Parameter sensitivity analysis of \(\alpha ,\beta \) and \(\eta \) on MIRFlickr25K

Ablation study

To further demonstrate the effectiveness of each part in SAAH, We design several variants to evaluate the impacts of different modules and demonstrate the superiority of SAAH. The three variants are listed as follows:

  1. (1)

    SAAH-1 is the variant without inter-modal adversarial loss;

  2. (2)

    SAAH-2 is the variant without intra-modal adversarial loss;

  3. (3)

    SAAH-3 is the variant without inter-modal triplet loss.
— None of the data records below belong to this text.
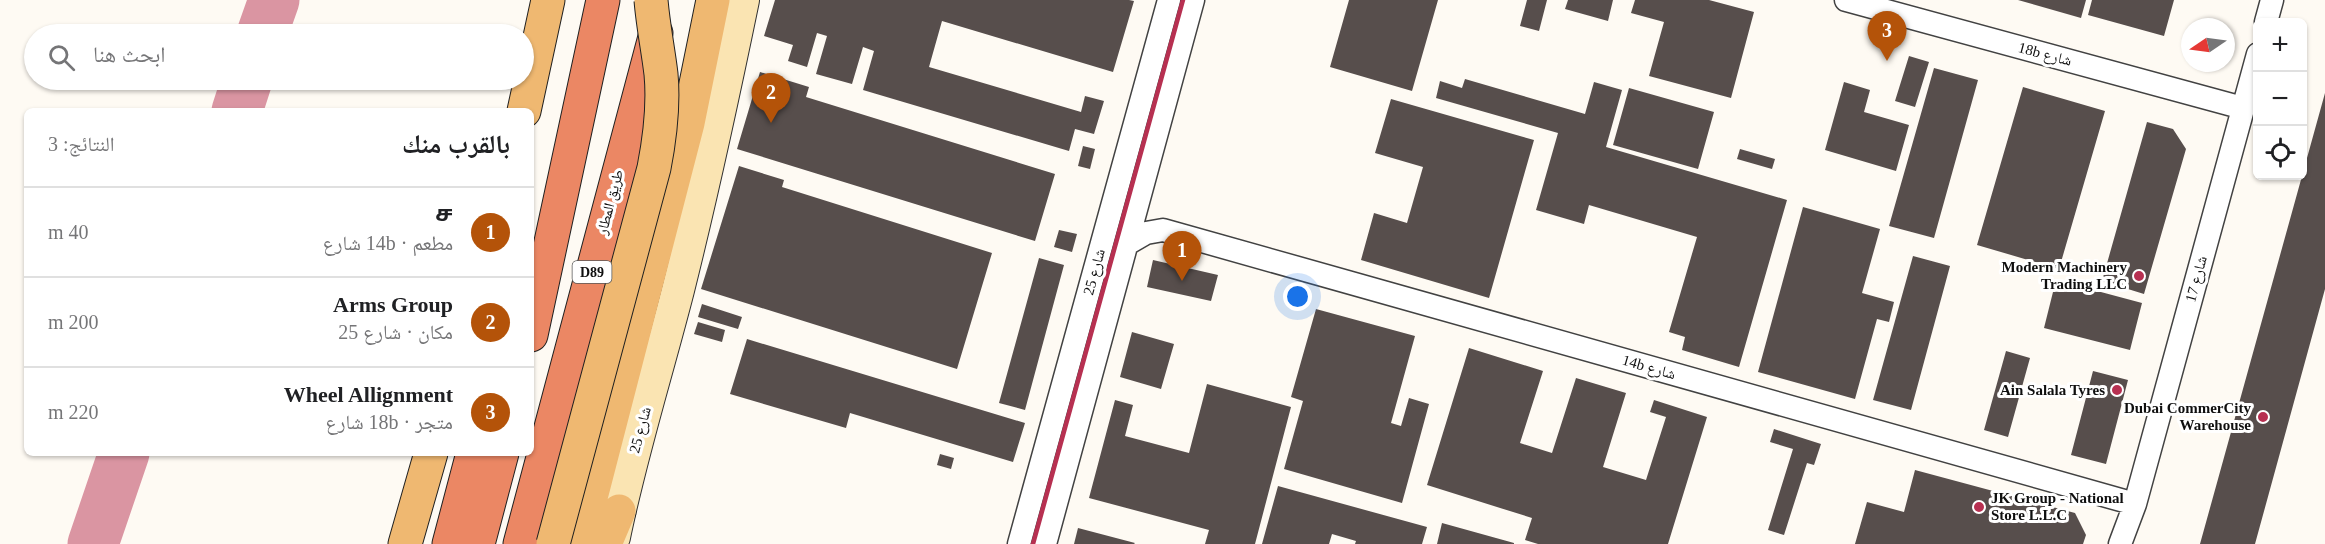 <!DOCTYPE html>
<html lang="ar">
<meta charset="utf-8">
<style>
:root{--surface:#fff;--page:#f6f6f6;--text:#202124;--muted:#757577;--line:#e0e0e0;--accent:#b45309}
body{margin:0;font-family:"Times New Roman","Noto Naskh Arabic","Noto Sans Tamil",serif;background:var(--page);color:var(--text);direction:rtl}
.controls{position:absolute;right:18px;top:18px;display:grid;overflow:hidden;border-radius:9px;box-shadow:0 2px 4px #0004}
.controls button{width:54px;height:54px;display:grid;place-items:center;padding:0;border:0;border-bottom:2px solid var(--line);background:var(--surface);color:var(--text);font:30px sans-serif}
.compass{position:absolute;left:2181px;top:18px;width:54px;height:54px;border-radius:50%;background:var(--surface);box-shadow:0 2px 4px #0004;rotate:257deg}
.you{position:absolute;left:1298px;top:297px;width:21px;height:21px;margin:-15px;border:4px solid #fff;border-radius:50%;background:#1a73e8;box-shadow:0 0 0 9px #1a73e833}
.badge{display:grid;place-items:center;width:39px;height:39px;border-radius:50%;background:var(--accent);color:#fff;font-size:20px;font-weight:700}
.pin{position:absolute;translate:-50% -50px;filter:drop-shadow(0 2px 3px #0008)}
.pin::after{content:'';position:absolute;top:32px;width:21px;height:18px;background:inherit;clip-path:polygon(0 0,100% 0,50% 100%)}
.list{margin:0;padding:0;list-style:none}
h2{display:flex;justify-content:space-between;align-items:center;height:78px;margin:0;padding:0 24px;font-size:26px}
h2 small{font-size:20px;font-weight:400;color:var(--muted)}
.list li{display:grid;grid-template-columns:39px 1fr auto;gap:18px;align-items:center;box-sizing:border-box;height:90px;padding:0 24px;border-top:2px solid var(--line)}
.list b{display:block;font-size:22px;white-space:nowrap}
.list p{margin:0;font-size:20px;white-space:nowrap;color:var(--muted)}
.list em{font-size:20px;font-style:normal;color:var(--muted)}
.icon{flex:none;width:33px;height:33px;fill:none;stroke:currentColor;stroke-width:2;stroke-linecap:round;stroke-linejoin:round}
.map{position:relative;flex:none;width:2325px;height:544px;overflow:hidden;direction:ltr}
.search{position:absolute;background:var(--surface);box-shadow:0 2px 4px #0004;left:24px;top:24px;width:510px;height:66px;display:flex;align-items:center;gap:15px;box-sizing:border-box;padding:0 21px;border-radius:33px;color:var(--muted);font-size:22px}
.panel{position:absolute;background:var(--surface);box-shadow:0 2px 4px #0004;left:24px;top:108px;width:510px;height:348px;border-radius:9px;direction:rtl}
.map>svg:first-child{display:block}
</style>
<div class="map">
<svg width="2325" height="544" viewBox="0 0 2325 544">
<rect width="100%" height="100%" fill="#fefaf3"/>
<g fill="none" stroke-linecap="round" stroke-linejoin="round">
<path stroke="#da95a2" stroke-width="51" d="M262,34L274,0
M237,111L247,80
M93,544L124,453"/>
</g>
<path fill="#574e4c" d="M775,0H1129L1134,1L1113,72L942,21L929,67L1081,112L1085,96L1104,101L1094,134L1075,129L1069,151L863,90L874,51L863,47L852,84L816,74L827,36L817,33L807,67L788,61L793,45L764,36Z
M1349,0H1438L1412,91L1330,67Z
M1527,0H1547L1539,31L1520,26Z
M1568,0H1613L1608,21L1565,9Z
M1635,0H1709L1754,12L1731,98L1649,76L1664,22L1631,13Z
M2018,0H2086L2081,18Z
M2092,0H2174L2164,36L2088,15Z
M1909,56L1929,62L1915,107L1895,101Z
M1934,68L1978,80L1934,238L1889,226Z
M760,72L809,87L806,97L1055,174L1035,241L737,149Z
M1465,79L1585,114L1594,82L1622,90L1606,147L1787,200L1739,367L1682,350L1685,337L1669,332L1697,237L1589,205L1584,224L1536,210L1558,133L1436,98L1440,81L1462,88Z
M1844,82L1870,90L1864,112L1909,125L1896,171L1825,150Z
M2023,87L2105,111L2059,269L1977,245Z
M1629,88L1714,112L1698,169L1613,145Z
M2325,93V289L2255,544H2200Z
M1391,99L1534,140L1489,298L1361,260L1374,213L1407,223L1423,167L1375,153Z
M2147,122L2173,129L2186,149L2144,294L2102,281Z
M1083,146L1095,149L1090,169L1078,166Z
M1740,149L1775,159L1772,169L1737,159Z
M739,166L784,180L782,187L992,253L957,369L701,289Z
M1803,207L1880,229L1862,293L1894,302L1889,322L1877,319L1855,399L1758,372Z
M1059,230L1077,234L1072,252L1054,247Z
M1913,256L1950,266L1911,410L1873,400Z
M1039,258L1064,265L1025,410L999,403Z
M1153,260L1218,275L1211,301L1147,287Z
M2056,280L2142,303L2130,350L2044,328Z
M702,304L742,317L738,329L698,317Z
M1316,309L1415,336L1391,423L1401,426L1409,398L1429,404L1402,503L1284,469L1303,401L1291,397Z
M698,322L725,330L722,342L694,334Z
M1132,332L1174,344L1161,389L1120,377Z
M747,339L1025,423L1013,462L850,413L846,428L730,394Z
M1469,348L1543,371L1520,443L1552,453L1576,378L1626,393L1603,467L1646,480L1666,417L1650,412L1654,400L1707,417L1668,544H1538L1525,540L1532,518L1427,485Z
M2006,351L2030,358L2008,437L1984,430Z
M2093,371L2128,380L2106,464L2071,455Z
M1207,384L1291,407L1255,544H1205L1209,530L1089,498L1115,400L1133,405L1125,436L1189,453Z
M1774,429L1821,444L1814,465L1807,463L1784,535L1768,530L1793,449L1770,442Z
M940,454L954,458L951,469L937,465Z
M1915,470L2075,513L2086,535L2083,544H1855L1867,502L1904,512Z
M1278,486L1427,527L1422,544H1355L1356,541L1332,534L1329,544H1262Z
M1442,523L1514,543V544H1437Z
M1078,528L1135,543L1134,544H1074Z"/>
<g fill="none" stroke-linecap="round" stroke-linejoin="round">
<defs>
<path id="street" d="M1846,0L2243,108
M2266,22L2272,0
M1127,244L1146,233L1163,230L2135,504
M1019,544L1169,0
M1045,544L1193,0
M2120,544L2135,504L2258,54"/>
<path id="secondary" d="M614,537C631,454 657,372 678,290C702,194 723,97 743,0"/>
<path id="primary" d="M524,111L548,0
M405,544L431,453
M579,544L688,123L713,0
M605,544L619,511"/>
<path id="highway" d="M531,335L603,0
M449,544L473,453
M478,544L502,453
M520,544L656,33"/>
</defs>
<use href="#street" stroke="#424242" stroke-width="25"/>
<use href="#secondary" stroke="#313131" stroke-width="34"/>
<use href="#primary" stroke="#202020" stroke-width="35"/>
<use href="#highway" stroke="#202020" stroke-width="35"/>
<use href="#street" stroke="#fff" stroke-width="22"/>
<use href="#secondary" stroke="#fae4b2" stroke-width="32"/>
<use href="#primary" stroke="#efb871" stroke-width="33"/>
<use href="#highway" stroke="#eb8764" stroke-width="33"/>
<path stroke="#b73051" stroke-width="4.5" d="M1033,544L1183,0"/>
<defs>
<path id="primary-bridge" d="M553,544L654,168C660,137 664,106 661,74C658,49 653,25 651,0"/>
</defs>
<use href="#primary-bridge" stroke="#202020" stroke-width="35" stroke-linecap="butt"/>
<use href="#primary-bridge" stroke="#efb871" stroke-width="33"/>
</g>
<g fill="#b73051" stroke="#fff" stroke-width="2">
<circle cx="2139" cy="276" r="6"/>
<circle cx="2117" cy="390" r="6"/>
<circle cx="2263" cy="417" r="6"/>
<circle cx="1979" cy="507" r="6"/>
</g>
<g text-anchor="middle" stroke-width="6" stroke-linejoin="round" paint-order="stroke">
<rect fill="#fff" stroke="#575757" stroke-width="1.5" x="572.5" y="261" width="39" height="22" rx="4.5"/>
<g font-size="14" font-weight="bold" fill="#0f0f0f">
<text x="592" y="277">D89</text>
</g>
<g font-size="15" fill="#0f0f0f" stroke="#fff">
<text transform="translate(2045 54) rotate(15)" y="5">18b شارع</text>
<text transform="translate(610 202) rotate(-75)" y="5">طريق المطار</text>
<text transform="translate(1094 272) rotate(-75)" y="5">شارع 25</text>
<text transform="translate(2196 279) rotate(-75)" y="5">شارع 17</text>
<text transform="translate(1649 367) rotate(16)" y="5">14b شارع</text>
<text transform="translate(640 430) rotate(-75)" y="5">شارع 25</text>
</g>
<g font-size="15" font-weight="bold" fill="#0f0f0f" stroke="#fff" text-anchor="end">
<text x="2127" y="272">Modern Machinery<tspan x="2127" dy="17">Trading LLC</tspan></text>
<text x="2105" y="395">Ain Salala Tyres</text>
<text x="2251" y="413">Dubai CommerCity<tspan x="2251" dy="17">Warehouse</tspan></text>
<text x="1991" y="503" text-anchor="start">JK Group - National<tspan x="1991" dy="17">Store L.L.C</tspan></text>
</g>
</g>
</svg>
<div class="controls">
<button>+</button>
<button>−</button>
<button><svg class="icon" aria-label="locate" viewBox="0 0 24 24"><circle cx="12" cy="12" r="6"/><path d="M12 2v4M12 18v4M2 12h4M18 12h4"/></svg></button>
</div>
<svg class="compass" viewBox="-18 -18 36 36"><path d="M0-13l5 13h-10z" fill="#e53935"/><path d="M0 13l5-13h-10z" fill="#757577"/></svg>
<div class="you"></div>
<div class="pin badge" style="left:1182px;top:281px">1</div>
<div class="pin badge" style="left:771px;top:123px">2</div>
<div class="pin badge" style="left:1887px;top:61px">3</div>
<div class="search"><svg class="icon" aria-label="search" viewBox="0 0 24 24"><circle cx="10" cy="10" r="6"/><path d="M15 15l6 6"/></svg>ابحث هنا</div>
<section class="panel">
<h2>بالقرب منك<small>النتائج: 3</small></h2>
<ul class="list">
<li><span class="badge">1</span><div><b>ச</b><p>مطعم · 14b شارع</p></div><em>40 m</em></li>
<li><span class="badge">2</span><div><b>Arms Group</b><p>مكان · شارع 25</p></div><em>200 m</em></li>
<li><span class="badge">3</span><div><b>Wheel Allignment</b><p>متجر · 18b شارع</p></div><em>220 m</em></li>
</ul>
</section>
</div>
Table 7 shows the results on MIRFlickr25K datasets with 64 bits. As can be observed, each module plays a certain role in SAAH. Specifically, the results of SAAH-1 indicate that the inter-modal adversarial module is a crucial component, which can eliminate the difference in feature distribution between different modalities, thus further improving the MAP results on different datasets. The performance of SAAH-2 shows that the intra-modal adversarial loss can reduce the feature representation error after the reconstruction of the autoencoder. Besides the performance of SAAH-3 shows that the inter-modal triplet loss will improve the MAP results, so the inter-modal triplet loss is also an important component. However, it is less important than SAAH-1.

Parameter sensitivity

Finally, this paper further analyzed the impact of the trade-off parameters \(\alpha ,\beta ,\gamma ,\eta \) and \(\delta \), and discussed the sensitivity of our method to different hyper-parameter values. Figure 7 shows the effect of these three hyper-parameters on MIRFlickr25K dataset with hash code lengths of 64, the MAP scores include the value of image-query-text and text-query-image results. When one hyper-parameter is evaluated, the others are fixed. From the results in Fig. 7a, our approach is not sensitive to the choice of \(\alpha \) in the range [1, 1.2], in our experiments, we set \(\alpha \) as 1. Similarly, in Fig. 7b, c, \(\beta \) is not sensitive in the range [10, 14], and \(\eta \) in the range [90, 110]. In addition, from the figure, the best results can be achieved when \(\alpha =1, \beta = 10,\) and \(\eta = 100.\) Similarly, after cross-validation, we set \(\gamma =\delta =1.\) For simplicity, we used the same parameter settings in both datasets (MIRFlickr25K and NUS-WIDE).

Conclusion

This paper proposed a semantic-guided adversarial hashing method, the adversarial learning based on semantic information supervision not only eliminates the modal gap, but also keeps the invariance among the modalities. Two kinds of adversarial autoencoder networks are designed to maximize the semantic correlation of similar instances, and the adversarial learning process of adversarial modules is conducted under the supervision of semantic information, and modal relations can be maintained. In addition, to maintain the inter-modal correlation of all similar pairs, we use two types of loss functions to maintain the similarity. To verify the effectiveness of our proposed method, sufficient experiments were conducted on three widely used cross-modal datasets (NUS-WIDE, MIRFLICKR and MS COCO), and compared with several representative advanced cross-media retrieval methods, SAAH achieved leading retrieval performance.